Javier Goizueta ead6fa5f1f Document aggregation filters

Note that dimension filters remain undocumented

2018-03-21 17:21:05 +01:00

11 KiB

Raw Blame History

Tile Aggregation

To be able to represent a large amount of data (say, hundred of thousands to millions of points) in a tile. This can be useful both for raster tiles (where the aggregation reduces the number of features to be rendered) and vector tiles (the tile contais less features).

Aggregation is available only for point geometries. During aggregation the points are grouped using a grid; all the points laying in the same cell of the grid are summarized in a single aggregated result point.

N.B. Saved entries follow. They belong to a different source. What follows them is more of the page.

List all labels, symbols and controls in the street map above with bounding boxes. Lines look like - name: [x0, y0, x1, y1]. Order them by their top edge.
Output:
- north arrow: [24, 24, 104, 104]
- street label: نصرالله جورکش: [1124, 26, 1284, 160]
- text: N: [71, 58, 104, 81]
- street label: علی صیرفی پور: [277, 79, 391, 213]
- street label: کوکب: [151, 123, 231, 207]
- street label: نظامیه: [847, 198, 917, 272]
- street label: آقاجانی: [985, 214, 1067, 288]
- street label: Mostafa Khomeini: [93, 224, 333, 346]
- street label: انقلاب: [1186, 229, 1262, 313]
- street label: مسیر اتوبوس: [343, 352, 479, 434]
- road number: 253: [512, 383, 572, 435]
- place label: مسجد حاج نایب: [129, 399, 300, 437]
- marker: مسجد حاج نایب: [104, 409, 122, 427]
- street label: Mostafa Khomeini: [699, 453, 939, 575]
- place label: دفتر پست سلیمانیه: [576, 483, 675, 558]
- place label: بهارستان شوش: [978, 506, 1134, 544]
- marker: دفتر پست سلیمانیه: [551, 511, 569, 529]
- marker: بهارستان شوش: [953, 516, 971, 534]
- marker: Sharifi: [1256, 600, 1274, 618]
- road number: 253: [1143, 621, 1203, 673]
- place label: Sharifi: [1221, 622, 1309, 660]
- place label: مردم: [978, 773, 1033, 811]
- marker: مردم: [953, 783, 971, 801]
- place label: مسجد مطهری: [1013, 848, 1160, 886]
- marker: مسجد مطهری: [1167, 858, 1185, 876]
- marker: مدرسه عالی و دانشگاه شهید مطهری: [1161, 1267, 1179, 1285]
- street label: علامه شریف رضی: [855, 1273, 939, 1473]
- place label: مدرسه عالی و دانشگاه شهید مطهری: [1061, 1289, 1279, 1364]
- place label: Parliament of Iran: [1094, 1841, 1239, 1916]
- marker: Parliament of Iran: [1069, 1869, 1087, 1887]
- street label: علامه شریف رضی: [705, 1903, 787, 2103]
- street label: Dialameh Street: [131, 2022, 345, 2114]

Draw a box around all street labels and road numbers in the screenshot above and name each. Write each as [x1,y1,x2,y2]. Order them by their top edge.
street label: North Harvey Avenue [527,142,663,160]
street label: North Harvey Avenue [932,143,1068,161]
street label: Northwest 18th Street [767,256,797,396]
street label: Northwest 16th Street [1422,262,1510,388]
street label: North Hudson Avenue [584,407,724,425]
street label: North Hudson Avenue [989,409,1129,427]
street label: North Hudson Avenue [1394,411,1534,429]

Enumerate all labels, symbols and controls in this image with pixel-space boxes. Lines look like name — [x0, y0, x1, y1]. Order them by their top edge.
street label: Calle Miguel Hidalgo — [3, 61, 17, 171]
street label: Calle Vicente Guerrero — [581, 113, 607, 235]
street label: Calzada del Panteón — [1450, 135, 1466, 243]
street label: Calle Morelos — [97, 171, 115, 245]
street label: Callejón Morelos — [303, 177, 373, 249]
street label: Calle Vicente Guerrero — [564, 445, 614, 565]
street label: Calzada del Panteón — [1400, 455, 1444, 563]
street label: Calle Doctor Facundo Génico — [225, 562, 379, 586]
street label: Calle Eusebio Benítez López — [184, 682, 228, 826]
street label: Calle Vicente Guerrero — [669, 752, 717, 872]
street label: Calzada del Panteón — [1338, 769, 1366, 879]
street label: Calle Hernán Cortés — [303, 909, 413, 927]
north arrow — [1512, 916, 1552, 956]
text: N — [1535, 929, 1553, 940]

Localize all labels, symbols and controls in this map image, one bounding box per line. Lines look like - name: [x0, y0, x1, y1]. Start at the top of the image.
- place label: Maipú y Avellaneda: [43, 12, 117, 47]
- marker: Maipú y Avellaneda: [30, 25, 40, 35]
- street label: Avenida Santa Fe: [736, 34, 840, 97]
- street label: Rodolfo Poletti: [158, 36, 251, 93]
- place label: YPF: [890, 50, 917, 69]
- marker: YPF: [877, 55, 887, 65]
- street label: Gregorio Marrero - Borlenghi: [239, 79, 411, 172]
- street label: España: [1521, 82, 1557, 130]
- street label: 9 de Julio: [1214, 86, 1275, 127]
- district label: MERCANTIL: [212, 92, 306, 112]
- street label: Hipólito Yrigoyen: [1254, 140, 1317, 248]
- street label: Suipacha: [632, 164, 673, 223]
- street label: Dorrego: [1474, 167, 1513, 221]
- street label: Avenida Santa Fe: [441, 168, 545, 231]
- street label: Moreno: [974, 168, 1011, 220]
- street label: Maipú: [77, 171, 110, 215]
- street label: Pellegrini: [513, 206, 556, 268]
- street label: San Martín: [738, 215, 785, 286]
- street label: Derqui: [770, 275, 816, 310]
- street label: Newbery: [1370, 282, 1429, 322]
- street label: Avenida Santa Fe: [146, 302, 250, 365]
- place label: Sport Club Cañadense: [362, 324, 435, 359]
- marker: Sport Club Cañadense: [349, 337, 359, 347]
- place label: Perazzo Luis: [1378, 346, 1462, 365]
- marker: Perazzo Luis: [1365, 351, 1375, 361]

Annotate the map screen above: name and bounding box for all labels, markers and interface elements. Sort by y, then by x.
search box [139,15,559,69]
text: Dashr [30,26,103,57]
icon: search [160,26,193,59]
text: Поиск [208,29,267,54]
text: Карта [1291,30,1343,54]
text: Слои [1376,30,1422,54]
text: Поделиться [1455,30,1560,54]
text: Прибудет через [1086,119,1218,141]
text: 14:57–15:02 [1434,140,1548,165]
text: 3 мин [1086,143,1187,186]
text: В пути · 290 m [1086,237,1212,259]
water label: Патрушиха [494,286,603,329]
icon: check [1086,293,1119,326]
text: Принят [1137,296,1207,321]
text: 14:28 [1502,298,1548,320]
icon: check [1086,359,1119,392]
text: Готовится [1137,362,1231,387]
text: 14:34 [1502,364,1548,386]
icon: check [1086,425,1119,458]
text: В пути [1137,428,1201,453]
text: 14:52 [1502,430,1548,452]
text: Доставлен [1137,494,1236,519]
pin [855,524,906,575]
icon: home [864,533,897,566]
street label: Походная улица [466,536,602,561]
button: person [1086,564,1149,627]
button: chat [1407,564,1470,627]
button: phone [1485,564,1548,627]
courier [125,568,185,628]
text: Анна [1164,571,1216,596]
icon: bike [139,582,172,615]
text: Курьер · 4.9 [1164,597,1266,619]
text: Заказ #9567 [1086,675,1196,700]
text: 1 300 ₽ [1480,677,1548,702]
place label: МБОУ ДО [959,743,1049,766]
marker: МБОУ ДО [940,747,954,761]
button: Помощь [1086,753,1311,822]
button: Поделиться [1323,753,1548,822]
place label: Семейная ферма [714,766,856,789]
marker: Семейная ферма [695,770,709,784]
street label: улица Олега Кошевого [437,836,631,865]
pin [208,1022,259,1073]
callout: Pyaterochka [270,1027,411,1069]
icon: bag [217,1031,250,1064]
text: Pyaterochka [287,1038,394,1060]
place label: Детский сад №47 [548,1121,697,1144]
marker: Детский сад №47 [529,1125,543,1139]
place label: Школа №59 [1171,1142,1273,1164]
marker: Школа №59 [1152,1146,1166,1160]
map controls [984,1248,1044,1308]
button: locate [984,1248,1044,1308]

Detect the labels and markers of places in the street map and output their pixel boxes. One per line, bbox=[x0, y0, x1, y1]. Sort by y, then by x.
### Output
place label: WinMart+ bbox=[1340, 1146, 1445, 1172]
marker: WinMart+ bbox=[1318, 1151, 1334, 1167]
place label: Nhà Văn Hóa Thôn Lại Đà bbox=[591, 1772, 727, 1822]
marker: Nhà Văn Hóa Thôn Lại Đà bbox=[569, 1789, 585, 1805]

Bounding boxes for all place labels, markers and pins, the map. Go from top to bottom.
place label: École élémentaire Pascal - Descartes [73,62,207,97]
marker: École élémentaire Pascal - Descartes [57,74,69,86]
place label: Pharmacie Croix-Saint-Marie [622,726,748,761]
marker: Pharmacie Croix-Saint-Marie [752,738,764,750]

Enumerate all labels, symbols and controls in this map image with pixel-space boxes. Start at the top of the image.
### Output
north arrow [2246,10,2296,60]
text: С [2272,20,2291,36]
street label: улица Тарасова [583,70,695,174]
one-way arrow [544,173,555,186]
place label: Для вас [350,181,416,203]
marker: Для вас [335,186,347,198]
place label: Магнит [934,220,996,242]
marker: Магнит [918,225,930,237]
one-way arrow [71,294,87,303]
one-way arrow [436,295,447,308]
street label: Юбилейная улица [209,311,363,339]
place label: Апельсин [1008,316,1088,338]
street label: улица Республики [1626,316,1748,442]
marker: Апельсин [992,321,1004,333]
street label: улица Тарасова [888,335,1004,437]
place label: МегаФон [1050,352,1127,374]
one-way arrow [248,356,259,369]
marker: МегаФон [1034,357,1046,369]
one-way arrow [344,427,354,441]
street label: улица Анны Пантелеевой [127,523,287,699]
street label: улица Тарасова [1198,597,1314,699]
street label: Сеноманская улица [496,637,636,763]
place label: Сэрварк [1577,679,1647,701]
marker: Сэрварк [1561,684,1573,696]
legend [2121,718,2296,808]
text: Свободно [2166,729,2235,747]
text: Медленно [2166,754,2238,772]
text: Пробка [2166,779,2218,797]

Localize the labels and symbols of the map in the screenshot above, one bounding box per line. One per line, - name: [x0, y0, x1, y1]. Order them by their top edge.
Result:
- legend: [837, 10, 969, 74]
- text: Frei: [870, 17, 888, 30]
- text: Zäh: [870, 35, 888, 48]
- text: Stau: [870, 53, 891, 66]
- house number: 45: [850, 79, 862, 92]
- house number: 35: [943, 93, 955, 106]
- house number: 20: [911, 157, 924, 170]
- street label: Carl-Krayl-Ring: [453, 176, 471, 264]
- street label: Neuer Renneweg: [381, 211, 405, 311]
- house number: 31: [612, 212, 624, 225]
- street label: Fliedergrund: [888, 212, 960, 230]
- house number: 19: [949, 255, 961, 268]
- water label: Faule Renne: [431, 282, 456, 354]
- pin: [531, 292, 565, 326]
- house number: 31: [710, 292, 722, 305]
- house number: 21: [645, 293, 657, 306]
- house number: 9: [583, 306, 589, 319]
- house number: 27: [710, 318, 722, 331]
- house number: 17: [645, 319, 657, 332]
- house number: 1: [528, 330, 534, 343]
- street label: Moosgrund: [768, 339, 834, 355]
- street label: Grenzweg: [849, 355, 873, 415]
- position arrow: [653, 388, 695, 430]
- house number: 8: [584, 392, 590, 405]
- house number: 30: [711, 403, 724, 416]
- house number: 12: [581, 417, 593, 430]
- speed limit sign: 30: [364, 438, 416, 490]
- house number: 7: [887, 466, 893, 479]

The position of the aggregated point is controlled by the placement parameter.
The aggregated rows always contain at least a column, named _cdb_feature_count, which contains the number of the original points that the aggregated point represents.

Special default aggregation

When no placement or columns are specified a special default aggregation is performed.

This special mode performs only spatial aggregation (using a grid defined by the requested tile and the resolution, parameter, as all the other cases), and returns a random record from each group (grid cell) with all its columns and an additional _cdb_features_count with the number of features in the group.

Regarding the randomness of the sample: currently we use the row with the minimum cartodb_id value in each group.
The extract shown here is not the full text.